[Recorded data]
= Beginning of Section =

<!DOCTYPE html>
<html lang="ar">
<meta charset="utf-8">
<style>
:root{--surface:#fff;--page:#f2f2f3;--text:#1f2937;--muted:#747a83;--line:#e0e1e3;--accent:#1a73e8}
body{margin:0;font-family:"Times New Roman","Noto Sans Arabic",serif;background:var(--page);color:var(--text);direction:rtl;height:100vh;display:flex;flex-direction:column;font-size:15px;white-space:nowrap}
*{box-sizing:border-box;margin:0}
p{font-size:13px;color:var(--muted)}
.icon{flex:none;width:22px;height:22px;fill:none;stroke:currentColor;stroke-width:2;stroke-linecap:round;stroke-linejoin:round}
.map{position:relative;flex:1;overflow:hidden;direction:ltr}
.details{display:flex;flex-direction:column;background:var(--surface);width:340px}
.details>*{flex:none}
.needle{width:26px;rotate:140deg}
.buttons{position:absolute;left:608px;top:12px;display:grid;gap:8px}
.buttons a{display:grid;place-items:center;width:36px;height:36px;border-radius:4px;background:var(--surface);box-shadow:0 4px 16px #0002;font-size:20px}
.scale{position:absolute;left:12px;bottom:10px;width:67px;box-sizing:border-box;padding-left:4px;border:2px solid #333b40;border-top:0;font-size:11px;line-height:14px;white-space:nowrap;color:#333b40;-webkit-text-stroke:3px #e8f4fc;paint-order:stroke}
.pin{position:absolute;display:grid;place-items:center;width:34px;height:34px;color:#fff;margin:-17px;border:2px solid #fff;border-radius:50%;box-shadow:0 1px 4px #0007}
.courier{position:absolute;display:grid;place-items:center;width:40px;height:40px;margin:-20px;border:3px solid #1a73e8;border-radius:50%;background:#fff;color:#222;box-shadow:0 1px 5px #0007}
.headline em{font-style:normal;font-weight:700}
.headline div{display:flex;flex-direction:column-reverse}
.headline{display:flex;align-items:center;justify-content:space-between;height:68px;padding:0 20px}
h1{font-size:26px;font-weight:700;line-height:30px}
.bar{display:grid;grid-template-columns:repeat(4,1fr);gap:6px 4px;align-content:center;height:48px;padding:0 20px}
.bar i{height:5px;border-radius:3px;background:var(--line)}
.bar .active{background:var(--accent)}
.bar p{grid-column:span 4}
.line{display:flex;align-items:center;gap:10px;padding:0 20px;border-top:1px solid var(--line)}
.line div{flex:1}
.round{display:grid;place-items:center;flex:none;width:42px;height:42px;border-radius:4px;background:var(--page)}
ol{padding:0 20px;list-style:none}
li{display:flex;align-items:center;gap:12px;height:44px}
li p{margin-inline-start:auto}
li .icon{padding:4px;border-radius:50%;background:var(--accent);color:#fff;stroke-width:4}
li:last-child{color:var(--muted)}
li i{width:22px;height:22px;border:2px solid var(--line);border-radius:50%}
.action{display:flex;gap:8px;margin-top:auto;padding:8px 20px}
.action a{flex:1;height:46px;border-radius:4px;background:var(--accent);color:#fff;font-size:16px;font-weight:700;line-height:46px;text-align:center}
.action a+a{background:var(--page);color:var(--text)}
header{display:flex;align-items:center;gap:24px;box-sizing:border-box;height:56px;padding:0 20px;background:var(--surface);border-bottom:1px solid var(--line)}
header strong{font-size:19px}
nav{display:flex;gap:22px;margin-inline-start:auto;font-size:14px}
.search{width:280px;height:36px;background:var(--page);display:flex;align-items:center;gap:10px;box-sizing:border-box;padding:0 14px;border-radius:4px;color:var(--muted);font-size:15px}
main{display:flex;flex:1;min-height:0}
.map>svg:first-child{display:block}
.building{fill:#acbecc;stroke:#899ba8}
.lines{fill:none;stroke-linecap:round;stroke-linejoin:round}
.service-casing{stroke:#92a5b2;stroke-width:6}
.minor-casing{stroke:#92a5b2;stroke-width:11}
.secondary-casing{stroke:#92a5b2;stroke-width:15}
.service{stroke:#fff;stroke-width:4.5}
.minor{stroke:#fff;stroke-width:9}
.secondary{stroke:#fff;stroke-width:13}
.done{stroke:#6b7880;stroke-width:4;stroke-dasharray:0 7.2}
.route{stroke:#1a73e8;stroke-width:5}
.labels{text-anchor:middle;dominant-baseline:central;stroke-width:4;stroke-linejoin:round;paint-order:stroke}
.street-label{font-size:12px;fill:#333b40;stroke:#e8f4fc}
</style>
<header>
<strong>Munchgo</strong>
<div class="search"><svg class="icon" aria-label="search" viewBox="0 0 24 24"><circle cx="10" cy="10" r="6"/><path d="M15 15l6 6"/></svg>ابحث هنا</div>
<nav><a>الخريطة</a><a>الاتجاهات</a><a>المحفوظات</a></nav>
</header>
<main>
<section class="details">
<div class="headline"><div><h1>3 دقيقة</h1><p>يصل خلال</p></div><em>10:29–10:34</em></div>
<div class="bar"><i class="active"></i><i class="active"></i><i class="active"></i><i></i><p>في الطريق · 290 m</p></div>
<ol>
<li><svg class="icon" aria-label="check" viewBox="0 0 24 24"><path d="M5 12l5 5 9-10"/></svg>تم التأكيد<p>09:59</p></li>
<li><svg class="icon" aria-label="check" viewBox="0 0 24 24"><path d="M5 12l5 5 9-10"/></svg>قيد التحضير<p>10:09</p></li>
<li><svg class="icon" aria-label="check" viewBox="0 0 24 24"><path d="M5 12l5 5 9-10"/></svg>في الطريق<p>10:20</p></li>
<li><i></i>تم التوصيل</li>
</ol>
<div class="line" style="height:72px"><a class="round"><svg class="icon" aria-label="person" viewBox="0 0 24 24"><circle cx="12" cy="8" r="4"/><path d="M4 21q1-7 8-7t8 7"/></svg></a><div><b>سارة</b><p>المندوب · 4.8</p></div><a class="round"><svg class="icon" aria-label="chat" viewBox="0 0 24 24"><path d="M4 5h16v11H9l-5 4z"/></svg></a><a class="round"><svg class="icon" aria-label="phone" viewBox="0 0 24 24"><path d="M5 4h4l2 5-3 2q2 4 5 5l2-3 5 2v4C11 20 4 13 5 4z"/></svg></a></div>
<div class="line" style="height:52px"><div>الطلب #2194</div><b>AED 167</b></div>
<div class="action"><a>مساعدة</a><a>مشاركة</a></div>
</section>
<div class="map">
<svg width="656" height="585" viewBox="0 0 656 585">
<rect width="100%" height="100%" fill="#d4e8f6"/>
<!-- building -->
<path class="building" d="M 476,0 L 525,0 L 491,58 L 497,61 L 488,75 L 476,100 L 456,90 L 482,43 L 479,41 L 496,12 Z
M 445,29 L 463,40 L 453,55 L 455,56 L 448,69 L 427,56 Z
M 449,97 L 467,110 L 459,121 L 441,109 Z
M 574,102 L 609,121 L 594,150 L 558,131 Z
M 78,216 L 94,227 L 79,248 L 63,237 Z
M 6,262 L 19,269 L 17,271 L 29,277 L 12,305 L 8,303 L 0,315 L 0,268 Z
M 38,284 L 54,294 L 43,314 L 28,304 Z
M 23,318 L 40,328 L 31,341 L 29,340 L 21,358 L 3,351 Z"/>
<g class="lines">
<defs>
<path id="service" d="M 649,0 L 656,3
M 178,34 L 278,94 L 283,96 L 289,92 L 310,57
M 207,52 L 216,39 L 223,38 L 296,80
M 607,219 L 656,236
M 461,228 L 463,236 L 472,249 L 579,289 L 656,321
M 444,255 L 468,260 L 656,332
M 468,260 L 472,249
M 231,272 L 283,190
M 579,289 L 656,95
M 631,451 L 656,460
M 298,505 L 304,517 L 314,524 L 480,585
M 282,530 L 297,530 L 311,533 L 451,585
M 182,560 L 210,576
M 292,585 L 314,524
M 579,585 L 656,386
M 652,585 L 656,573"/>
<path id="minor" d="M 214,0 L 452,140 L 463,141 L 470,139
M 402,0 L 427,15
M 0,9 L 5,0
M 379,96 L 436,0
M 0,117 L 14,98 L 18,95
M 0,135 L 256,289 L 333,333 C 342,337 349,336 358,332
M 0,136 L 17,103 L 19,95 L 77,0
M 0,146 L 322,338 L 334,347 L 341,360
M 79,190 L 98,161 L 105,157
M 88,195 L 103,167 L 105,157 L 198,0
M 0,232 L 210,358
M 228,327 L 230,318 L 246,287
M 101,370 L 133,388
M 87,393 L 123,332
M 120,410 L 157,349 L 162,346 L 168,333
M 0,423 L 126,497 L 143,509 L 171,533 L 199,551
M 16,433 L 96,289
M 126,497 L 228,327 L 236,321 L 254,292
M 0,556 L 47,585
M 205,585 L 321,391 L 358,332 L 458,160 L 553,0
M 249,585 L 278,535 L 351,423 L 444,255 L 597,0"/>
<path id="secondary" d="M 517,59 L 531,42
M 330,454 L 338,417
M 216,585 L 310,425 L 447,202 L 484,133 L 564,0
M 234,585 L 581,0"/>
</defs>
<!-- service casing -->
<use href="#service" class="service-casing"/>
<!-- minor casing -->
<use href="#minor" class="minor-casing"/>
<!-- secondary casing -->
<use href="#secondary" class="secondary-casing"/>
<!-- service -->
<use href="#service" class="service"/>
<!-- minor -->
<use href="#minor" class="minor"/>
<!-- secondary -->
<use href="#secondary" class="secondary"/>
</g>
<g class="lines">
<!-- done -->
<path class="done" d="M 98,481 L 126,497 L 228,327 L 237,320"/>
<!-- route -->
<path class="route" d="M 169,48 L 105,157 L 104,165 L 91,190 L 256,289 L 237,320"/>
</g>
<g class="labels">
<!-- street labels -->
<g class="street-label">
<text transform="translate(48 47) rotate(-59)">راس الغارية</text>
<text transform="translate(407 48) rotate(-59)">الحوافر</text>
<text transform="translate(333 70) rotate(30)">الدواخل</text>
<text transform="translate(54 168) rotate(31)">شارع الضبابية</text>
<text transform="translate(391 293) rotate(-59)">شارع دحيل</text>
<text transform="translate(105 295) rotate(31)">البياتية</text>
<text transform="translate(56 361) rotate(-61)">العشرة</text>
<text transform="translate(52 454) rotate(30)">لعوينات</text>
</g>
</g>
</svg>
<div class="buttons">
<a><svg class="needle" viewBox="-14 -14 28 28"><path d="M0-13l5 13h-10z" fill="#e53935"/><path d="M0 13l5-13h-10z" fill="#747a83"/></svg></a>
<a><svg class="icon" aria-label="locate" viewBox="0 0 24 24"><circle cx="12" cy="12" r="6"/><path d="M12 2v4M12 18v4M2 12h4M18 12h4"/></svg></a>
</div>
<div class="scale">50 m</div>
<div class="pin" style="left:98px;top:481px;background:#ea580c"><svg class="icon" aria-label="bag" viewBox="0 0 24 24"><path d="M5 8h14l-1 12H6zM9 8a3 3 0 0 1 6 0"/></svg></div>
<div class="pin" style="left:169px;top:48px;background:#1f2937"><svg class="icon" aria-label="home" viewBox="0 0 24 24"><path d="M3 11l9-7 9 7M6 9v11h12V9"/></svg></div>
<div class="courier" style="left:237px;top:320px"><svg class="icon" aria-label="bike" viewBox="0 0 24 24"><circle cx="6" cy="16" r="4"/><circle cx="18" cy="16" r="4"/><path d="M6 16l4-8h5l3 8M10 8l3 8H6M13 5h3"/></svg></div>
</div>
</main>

= End of Section =

__Task requirements__:
Across all the entries, count the lines that contain the string "linecap", and give that number without anything else.

__Exercise solution__:
2